# Database
> CHANGE NOTICE: We are still working on operationalization. The database currently only goes through 2001
The _Spectral Trend Database_ tracks over 14 thousand points in the mid-western United States from 2000 to present. Below we have a detailed description of each of the tables. The database lives on [Google Big Query](https://cloud.google.com/bigquery/docs) and can be accessed directly using big query. However, we've built a number of python tools to make accessing the data eaiser (see these [examples](https://schmidtdse.github.io/spectral_trend_database/examples)).
---
| Table | Keys | Dates | Daily | Description |
| ---: | :----: | :----: | :----: | :---- |
| [SAMPLE_POINTS](#sample_points) | sample_id | False | False | location information such as lat, lon, h3-cels, and administrative information such as state and county |
| [CDL_CROP_TYPE](#crop_type) | sample_id, year | False | False | CDL derived crop-type (corn, soy, NA, other) for year |
| [QDANN_YIELD](#qdann_yield) | sample_id, year | True | False | yield estimations for year |
| [RAW_INDICES_V1](#raw_indices) | sample_id, year | True | False | masked landsat band values and spectral indices for year |
| [SMOOTHED_INDICES_V1](#indices) | sample_id, year | True | True | interpolated and smoothed daily values for indices contained in `RAW_INDICES_V1` |
| [MACD_INDICES_V1](#macd) | sample_id, year | True | True | additional indices dervived from `SMOOTHED_INDICES_V1` whose values are useful for detecting cover-croping and green-up dates |
| [INDICES_STATS_V1](#indices_stats) | sample_id, year | True | False | statistical (min, max, mean, median, skew, kurtosis) aggregation of `SMOOTHED_INDICES_V1` |
| [INDICES_STATS_V1_GROWING_SEASON](#indices_stats) | sample_id, year | True | False | same as `INDICES_STATS_V1` but restricted to the "growing season" |
| [INDICES_STATS_V1_OFF_SEASON](#indices_stats) | sample_id, year | True | False | same as `INDICES_STATS_V1` but restricted to the "off season"|
---
## TABLES
---
### `SAMPLE_POINTS`
This table contains locational information for sample-points such as lat, lon and h3-cells. Additionally, administrative information from the [US Census](https://catalog.data.gov/dataset/2023-cartographic-boundary-file-shp-county-and-equivalent-for-united-states-1-500000), such as state and county name, are provided. A detailed description on of how the locations have been selected can be found [here](/spectral_trend_database/data).
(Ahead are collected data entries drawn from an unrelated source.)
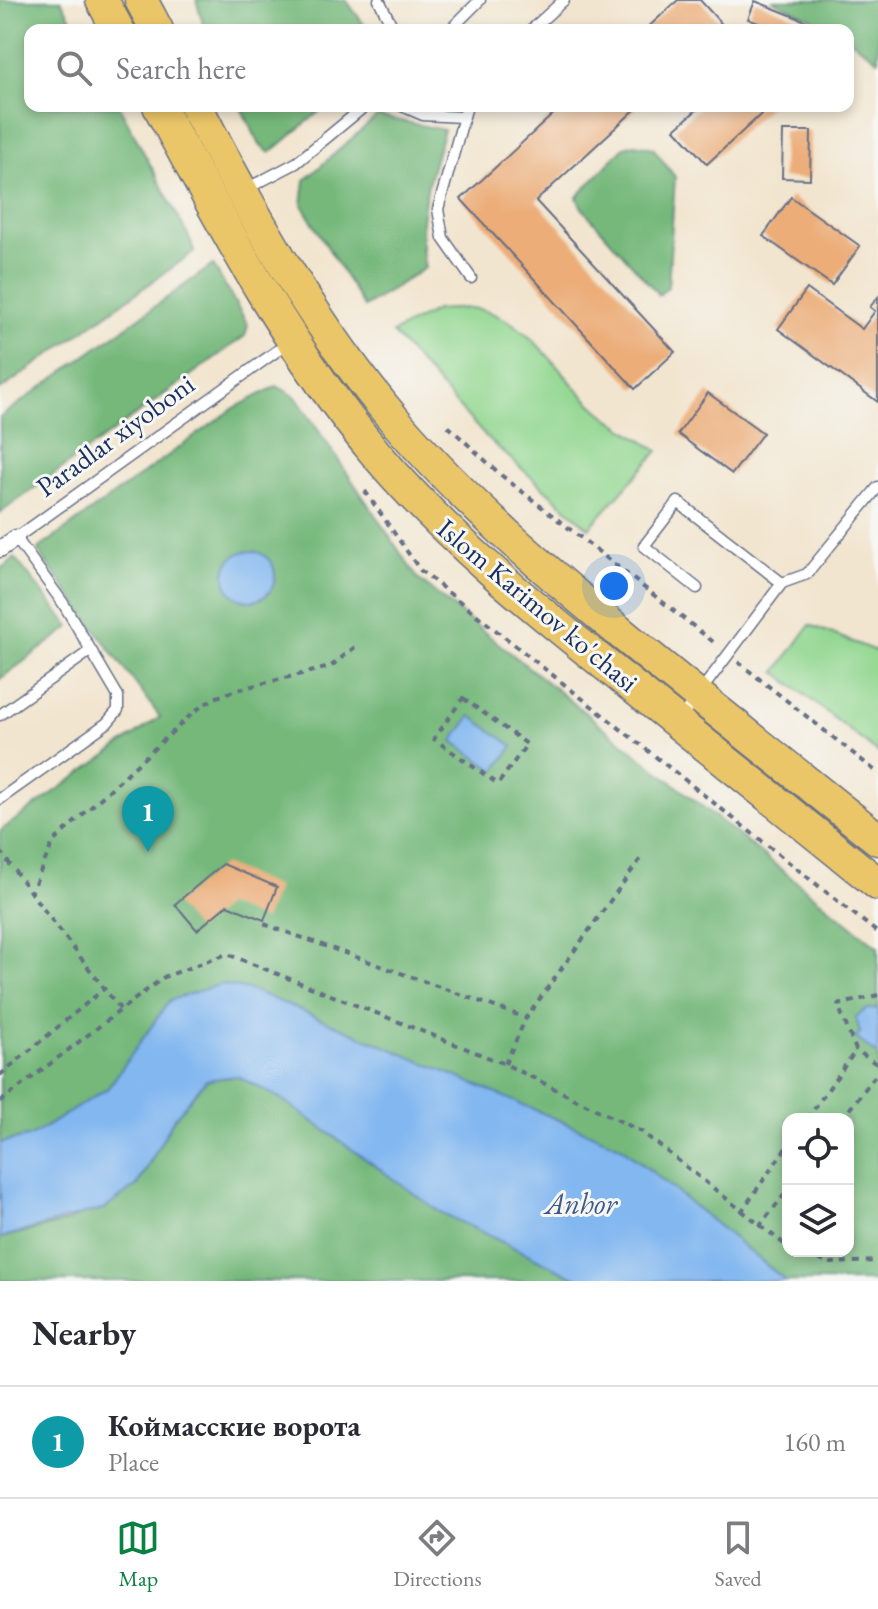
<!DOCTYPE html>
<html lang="en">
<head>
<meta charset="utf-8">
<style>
  body { margin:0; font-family:"EB Garamond",serif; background:#f7f7f7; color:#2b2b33 }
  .controls { position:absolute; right:24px; bottom:24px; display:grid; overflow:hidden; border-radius:16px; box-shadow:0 4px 12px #0003 }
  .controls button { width:72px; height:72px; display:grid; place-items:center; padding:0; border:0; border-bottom:2px solid #e1e1e2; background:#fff; color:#2b2b33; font:40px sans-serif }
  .you { position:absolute; left:614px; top:586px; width:28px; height:28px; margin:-20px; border:6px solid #fff; border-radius:50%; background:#1a73e8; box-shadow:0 0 0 12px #1a73e833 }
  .badge { display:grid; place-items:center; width:52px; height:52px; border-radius:50%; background:#0b8043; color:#fff; font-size:26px; font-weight:700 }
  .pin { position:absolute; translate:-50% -66px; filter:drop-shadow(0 2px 4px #0008) }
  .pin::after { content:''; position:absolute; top:42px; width:28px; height:24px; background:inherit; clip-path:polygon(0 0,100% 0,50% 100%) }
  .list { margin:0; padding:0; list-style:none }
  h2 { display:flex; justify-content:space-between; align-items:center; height:104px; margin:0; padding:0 32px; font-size:34px }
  h2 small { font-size:26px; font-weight:400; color:#7c7c81 }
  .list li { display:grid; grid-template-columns:52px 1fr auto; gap:24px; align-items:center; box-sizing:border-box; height:112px; padding:0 32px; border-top:2px solid #e1e1e2 }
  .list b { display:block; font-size:30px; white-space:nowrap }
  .list p { margin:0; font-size:26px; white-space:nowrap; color:#7c7c81 }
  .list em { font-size:26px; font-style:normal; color:#7c7c81 }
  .icon { flex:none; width:44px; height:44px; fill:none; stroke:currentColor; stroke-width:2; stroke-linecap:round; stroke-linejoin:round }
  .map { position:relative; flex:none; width:878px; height:1281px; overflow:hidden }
  .search { position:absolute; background:#fff; box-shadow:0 4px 12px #0003; left:24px; right:24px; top:24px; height:88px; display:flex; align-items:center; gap:20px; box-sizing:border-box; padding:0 28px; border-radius:16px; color:#7c7c81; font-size:30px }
  .sheet { height:216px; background:#fff }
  nav { display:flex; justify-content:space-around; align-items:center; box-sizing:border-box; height:112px; border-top:2px solid #e1e1e2; background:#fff; font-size:22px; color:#7c7c81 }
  nav a { display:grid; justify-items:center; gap:4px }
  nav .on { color:#0b8043 }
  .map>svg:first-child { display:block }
</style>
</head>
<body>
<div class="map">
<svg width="878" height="1281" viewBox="0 0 878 1281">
  <rect width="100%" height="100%" fill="#f6f6f2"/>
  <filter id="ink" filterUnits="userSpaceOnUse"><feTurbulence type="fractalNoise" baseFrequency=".0125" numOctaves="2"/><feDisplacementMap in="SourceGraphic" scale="16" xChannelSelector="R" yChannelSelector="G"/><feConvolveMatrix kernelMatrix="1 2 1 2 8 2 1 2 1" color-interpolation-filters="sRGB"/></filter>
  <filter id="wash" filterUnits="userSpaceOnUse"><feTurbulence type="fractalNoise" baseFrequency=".006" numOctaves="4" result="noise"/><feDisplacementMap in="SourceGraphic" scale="32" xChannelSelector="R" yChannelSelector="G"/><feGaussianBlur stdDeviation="1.8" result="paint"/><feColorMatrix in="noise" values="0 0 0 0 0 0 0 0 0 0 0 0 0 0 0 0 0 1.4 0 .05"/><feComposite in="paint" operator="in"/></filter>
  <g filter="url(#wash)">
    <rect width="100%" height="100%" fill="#f2e5cf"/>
    <g fill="#92d790" stroke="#568377" stroke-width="2">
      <path d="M 470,308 C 532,315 557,377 602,413 C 620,427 640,438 658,451 L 589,528 L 485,436 L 392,333 L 436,310 Z"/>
      <polygon points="810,625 878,652 878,753 776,672"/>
    </g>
    <g fill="#75b87a" stroke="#48746c" stroke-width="2" fill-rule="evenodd">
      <polygon points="0,0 61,0 77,30 30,30 30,106 119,106 191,241 194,252 0,390"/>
      <polygon points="196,0 346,0 368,30 205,30"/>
      <polygon points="772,0 878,0 878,60 848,38 848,30 836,30"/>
      <polygon points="240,106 326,106 270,153 260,145"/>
      <path d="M 377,116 L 444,130 C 429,177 415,219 425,268 L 364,307 L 302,205 L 305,180 Z"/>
      <polygon points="635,144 653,148 675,177 668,287 659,295 582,208 577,197 624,147"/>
      <polygon points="213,265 248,325 245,336 0,513 0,417"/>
      <path d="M 277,386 L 296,397 L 418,579 L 878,947 L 878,1281 L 786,1281 L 620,1146 L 170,1000 L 108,1088 L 31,1136 L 0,1143 L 0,831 L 160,717 L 37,550 L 234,408 ZM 788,1119 L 848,1119 L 848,1251 L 788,1251 Z"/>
      <polygon points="15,558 70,627 0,679 0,569"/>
      <polygon points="237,1076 280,1098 440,1212 583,1281 0,1281 0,1238 67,1222 138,1185 173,1120 206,1080"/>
    </g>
    <g fill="#82b7f0" stroke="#4e73a7" stroke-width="2">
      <circle cx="250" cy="576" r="25"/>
      <polygon points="471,716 513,746 495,771 453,741"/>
      <polygon points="221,984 257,992 620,1146 786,1281 583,1281 440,1212 280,1098 237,1076 206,1080 173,1120 137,1185 106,1208 0,1238 0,1143 31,1136 108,1088 170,1000"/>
      <polygon points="867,1009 878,1009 878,1055 856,1038 860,1033 856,1017"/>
    </g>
    <g id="blocks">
      <g fill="#ecad79">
        <polygon points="678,0 700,0 727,30 645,30"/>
        <polygon points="755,1 829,30 775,30 748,19"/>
        <polygon points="562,106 639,106 536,201 675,352 635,389 461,199"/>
        <polygon points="701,106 770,106 707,164 675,129"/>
        <polygon points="783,131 811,131 810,179 782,178"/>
        <polygon points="791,197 860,246 832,285 763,236"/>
        <polygon points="807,289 862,329 875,311 870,307 878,297 878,402 778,329"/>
        <polygon points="708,393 763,433 732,474 678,434"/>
        <polygon points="223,864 277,887 264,920 227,905 197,930 175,904"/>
      </g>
    </g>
  </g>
  <g filter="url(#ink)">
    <use href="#blocks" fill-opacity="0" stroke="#666f86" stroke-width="2"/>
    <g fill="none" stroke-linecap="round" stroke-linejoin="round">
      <defs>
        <g id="service">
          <polyline points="379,0 394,30"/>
          <polyline points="450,30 480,0"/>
          <polyline points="531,30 564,0"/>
          <polyline points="402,106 423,115 462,117"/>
          <polyline points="467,106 438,209 443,238 471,278"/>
          <polyline points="246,189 296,163 365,106"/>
          <polyline points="697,588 644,546 678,502 782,583"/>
          <polyline points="0,715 90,651"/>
          <polyline points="679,720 782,583 807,574 878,487"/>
          <polyline points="0,799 107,723 118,710 118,696 63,603 16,538 288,343"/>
        </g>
        <polyline id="pedestrian" points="0,549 16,538"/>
        <g id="primary">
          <polyline points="102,0 118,30"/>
          <polyline points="141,0 157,30"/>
          <path d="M 159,106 C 224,227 288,349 377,455 C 455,547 548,619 642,694 C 721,757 799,821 878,884"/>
          <path d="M 196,106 C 254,218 315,327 397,423 C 466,503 546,571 627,638 C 710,706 794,772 878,839"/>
        </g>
      </defs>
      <use href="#service" stroke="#666f86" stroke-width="13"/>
      <use href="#pedestrian" stroke="#666f86" stroke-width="19"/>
      <use href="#primary" stroke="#666f86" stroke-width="35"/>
      <g stroke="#666f86" stroke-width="4" stroke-dasharray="6 6" stroke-linecap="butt">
        <polyline points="448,426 501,475 716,644"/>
        <polyline points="365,491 420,570 878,933"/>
        <polyline points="738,662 878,773"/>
        <polygon points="463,698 527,744 498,784 434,739"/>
        <polyline points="0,851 31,893"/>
        <polyline points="264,924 526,1018"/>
        <polyline points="878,995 838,1005 856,1050 878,1065"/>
        <polyline points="120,1009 31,893 53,842 195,711 214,698 236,690 330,667 355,647"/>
        <polyline points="505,1064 526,1018 641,858"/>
        <polyline points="0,1075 105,988"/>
        <polyline points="0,1102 164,977 227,954 505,1064 642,1132 788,1247"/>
        <polyline points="807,1119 856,1050"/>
        <polyline points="842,1119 878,1072"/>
        <polyline points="741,1212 788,1145"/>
        <polyline points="759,1227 788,1190"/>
        <polyline points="796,1251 828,1263 878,1261"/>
      </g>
      <use href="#service" stroke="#fff" stroke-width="10"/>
      <use href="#pedestrian" stroke="#fff" stroke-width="16"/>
      <use href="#primary" stroke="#ebc669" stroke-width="32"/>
    </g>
  </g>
  <g text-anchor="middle" stroke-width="6" stroke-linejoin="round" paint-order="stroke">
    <g font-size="28" fill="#1b2f5e" stroke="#f6f6f2">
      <text transform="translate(115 435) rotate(-36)" y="10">Paradlar xiyoboni</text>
      <text transform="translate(538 605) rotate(40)" y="10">Islom Karimov ko'chasi</text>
    </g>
    <g font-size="30" font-style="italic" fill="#3a588a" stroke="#f6f6f2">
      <text x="581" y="1214">Anhor</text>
    </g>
  </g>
</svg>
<div class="controls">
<button><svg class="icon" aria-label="locate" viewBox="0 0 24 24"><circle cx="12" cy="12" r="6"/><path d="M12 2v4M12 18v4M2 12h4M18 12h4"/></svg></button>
<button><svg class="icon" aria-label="layers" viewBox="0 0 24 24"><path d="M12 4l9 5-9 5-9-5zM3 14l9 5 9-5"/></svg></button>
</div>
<div class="you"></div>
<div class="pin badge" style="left:148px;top:852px;background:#0f9aa8">1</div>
<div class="search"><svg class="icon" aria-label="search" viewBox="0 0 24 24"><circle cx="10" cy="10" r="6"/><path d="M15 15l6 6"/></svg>Search here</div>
</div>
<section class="sheet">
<h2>Nearby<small></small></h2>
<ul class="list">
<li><span class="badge" style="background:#0f9aa8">1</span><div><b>Коймасские ворота</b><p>Place</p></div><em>160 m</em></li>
</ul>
</section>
<nav>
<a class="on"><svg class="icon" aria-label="map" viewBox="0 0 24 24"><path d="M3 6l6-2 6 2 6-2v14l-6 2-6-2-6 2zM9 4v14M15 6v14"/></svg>Map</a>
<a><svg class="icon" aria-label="directions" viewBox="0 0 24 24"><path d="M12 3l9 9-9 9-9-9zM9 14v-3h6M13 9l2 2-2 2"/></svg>Directions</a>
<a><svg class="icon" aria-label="saved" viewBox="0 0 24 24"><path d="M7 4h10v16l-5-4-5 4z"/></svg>Saved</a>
</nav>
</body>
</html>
| Column(s) | Description |
| ---: | :---- |
| `sample_id` | (key-column) 11-character geohash. specifies location down to about 15 cm. |
| lon | longitude |
| lat | latitude |
| `h3_` (`n` in [4, 5, 7, 9, 11]) | [h3-cell](https://h3geo.org/) at resolution `n`. |
| `AWATER` | water area (square meters) |
| `ALAND` | land area (square meters) |
| `LSAD` | legal/statistical area description code for county |
| `STATE_NAME` | state name |
| `STUSPS` | United States Postal Service state abbreviation |
| `NAME` | county name |
| `GEOID` | County identifier; a concatenation of current state Federal Information Processing Series (FIPS) code and county FIPS code |
| `GEOIDFQ` | Fully qualified geographic identifier; a concatenation of census survey summary level information with the GEOID attribute value. The GEOIDFQ attribute is calculated to facilitate joining census spatial data to census survey summary files. |
| `COUNTYFP` | county Federal Information Processing Series (FIPS) code |
| `NAMELSAD` | name and the translated legal/statistical area description for county |
| `COUNTYNS` | county Geographic Names Information System (GNIS) code |
| `STATEFP` | state Federal Information Processing Series (FIPS) code |
---
### `CDL_CROP_TYPE`
CDL derived crop-type (corn, soy, NA, other) for year.
| Column(s) | Description |
| ---: | :---- |
| `sample_id` | (key-column) 11-character geohash. specifies location down to about 15 cm |
| `year` | year of yield |
| `crop_type` | CDL derived crop-type: one of corn, soy, other, na |
| `crop_label` | CDL derived crop-label: integer crop identifier (corn: 0, soy: 1, other: 2, na: 3) |
---
### `QDANN_YIELD`
Modeled yield data from 2008 to Present using [QDANN](https://gee-community-catalog.org/projects/qdann/).
| Column(s) | Description |
| ---: | :---- |
| `sample_id` | (key-column) 11-character geohash. specifies location down to about 15 cm |
| `year` | year of yield |
| `biomass` | modeled biomass yield |
| `qdann_crop_type` | QDANN derived crop-type: one of corn or soy |
| `qdann_crop_label` | QDANN derived crop-label: integer crop identifier (corn: 0, soy: 1 ) |
---
### `RAW_INDICES_V1`
Masked Landsat (optical) band values and derived spectral-indices. See [config/spectral_indices/v1](https://github.com/SchmidtDSE/spectral_trend_database/blob/main/config/spectral_indices/v1.yaml) for a list of indices and how they are calculated.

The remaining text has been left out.